◆ What you have to do: Copy each line below in which the string "linejoin" occurs.

◆ Source information:
★ ★ ★ ★ ★

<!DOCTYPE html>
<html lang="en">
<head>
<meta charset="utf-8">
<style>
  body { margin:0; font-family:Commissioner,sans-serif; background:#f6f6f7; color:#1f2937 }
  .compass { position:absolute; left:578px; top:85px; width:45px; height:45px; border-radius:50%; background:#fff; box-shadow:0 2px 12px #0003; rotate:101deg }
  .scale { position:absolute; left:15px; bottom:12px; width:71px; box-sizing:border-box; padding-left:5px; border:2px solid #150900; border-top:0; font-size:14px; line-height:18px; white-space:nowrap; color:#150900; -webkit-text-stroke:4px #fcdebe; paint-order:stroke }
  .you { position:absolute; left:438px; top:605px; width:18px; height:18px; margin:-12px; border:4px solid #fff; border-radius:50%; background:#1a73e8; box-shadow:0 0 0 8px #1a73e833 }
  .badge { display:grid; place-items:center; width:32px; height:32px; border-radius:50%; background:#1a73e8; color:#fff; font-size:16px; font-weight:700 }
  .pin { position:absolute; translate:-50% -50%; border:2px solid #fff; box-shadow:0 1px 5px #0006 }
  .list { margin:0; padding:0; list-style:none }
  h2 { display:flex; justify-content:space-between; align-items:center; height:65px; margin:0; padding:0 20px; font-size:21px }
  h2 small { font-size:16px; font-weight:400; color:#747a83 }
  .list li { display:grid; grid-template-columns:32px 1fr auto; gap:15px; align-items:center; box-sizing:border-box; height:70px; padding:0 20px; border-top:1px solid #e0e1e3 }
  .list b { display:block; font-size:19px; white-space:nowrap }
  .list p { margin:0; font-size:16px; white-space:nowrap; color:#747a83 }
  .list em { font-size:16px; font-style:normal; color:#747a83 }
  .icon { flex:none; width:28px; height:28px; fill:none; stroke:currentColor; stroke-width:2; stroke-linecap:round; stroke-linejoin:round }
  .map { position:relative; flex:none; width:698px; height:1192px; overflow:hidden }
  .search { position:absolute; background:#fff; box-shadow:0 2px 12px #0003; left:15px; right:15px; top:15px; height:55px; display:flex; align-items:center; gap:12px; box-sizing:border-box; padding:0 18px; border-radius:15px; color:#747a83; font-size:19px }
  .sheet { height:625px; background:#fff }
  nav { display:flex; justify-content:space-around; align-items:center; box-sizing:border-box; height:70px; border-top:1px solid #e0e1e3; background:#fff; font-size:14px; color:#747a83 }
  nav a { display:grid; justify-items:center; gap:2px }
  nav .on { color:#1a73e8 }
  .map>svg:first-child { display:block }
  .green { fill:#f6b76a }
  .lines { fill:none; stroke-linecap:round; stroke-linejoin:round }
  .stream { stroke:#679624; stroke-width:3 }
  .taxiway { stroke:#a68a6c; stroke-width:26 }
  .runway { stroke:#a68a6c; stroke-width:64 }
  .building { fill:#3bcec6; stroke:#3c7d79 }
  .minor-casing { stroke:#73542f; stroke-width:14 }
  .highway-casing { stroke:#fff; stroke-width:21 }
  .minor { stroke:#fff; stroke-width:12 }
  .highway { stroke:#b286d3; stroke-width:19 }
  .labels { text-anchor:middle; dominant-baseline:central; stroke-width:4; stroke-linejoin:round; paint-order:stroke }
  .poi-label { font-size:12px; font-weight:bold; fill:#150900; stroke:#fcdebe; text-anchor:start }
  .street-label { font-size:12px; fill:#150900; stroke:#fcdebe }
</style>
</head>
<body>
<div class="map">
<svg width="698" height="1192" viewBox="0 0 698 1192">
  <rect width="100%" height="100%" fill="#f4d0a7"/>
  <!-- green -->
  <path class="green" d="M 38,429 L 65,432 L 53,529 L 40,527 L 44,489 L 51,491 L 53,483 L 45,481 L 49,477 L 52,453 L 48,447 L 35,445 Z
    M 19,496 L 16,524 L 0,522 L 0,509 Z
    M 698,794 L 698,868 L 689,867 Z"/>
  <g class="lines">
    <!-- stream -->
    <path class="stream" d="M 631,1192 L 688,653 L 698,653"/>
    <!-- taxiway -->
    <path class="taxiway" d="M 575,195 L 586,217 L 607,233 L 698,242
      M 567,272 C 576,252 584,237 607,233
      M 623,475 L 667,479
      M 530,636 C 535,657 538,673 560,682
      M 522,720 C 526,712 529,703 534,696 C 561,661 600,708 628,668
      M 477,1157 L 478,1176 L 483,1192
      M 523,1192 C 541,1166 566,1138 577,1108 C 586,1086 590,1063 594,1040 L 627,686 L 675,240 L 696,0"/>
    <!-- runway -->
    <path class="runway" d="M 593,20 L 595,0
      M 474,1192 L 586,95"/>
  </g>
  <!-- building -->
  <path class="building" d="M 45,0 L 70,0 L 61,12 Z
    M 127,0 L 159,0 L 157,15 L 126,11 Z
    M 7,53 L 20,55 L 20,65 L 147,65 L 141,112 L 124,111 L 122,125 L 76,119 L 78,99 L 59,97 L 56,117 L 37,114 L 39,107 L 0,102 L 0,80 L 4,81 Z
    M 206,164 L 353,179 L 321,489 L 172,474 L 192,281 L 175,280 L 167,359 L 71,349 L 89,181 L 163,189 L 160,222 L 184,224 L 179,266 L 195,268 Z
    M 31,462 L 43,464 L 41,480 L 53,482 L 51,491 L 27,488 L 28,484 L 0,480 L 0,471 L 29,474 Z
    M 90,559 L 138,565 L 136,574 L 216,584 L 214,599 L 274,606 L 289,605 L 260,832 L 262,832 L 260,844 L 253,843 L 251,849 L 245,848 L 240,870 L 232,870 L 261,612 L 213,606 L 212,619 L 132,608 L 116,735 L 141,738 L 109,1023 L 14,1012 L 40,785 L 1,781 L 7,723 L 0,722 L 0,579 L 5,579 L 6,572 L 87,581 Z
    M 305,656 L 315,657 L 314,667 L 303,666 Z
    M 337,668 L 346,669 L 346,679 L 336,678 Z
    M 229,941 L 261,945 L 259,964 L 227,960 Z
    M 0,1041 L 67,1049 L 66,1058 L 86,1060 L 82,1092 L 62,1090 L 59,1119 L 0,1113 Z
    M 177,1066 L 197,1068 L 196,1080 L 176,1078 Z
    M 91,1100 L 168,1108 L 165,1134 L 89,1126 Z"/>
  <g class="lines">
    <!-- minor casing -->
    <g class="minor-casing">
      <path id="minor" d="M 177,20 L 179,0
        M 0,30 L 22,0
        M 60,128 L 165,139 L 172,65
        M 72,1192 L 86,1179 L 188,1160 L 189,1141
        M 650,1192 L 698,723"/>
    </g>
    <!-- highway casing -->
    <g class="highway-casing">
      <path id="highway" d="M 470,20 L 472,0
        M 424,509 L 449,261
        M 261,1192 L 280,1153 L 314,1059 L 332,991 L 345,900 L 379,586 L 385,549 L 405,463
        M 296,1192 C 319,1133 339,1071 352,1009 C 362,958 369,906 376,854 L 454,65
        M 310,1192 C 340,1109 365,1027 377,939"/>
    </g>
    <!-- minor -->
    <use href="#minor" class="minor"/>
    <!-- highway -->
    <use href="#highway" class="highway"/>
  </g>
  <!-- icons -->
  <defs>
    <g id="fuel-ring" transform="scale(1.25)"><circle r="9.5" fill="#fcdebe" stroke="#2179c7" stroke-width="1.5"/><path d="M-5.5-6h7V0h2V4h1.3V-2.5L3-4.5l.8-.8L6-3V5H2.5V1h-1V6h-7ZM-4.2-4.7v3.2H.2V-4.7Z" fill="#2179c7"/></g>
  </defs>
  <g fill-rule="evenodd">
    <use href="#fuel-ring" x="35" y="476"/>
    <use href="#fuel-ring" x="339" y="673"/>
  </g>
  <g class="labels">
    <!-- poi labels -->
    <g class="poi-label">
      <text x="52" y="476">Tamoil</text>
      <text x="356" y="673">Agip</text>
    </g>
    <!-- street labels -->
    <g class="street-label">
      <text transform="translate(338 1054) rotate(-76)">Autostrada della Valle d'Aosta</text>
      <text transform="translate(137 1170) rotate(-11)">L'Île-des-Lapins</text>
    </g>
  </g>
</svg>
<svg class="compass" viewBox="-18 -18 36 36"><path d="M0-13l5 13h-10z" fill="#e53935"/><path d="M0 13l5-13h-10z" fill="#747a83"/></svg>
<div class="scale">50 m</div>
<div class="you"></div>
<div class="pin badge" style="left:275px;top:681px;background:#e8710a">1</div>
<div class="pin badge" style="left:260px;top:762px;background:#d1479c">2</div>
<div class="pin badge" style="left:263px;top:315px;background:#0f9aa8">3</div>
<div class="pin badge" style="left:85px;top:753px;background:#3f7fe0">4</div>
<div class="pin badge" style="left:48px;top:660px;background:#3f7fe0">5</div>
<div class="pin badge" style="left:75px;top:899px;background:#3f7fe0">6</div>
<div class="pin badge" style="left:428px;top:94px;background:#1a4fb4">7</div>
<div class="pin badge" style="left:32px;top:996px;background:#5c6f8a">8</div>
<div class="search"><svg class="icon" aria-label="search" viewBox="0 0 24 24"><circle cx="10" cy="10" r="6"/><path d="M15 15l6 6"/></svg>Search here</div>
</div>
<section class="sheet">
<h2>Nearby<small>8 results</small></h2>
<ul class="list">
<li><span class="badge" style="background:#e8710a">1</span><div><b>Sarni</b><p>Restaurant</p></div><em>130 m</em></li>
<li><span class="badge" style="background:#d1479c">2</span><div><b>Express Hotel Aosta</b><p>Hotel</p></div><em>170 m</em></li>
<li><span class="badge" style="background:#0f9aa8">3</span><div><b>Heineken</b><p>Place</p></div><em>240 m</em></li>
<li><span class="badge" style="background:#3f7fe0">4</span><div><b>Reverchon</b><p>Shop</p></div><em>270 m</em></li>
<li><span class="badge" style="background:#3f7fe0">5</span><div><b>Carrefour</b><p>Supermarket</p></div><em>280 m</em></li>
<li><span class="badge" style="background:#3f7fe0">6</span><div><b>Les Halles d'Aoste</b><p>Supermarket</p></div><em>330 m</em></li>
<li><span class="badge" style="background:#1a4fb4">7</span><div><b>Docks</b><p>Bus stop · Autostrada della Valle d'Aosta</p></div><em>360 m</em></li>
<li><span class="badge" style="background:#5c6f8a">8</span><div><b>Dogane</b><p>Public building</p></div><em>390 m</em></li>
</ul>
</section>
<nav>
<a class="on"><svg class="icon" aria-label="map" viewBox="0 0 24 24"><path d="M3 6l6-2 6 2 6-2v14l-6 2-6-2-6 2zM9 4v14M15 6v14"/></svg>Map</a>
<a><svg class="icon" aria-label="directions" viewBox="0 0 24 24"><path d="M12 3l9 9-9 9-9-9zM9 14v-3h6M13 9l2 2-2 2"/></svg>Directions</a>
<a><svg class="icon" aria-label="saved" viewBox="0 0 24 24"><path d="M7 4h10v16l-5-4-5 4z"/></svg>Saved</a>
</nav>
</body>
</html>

★ ★ ★ ★ ★

◆ Answer below:
  .icon { flex:none; width:28px; height:28px; fill:none; stroke:currentColor; stroke-width:2; stroke-linecap:round; stroke-linejoin:round }
  .lines { fill:none; stroke-linecap:round; stroke-linejoin:round }
  .labels { text-anchor:middle; dominant-baseline:central; stroke-width:4; stroke-linejoin:round; paint-order:stroke }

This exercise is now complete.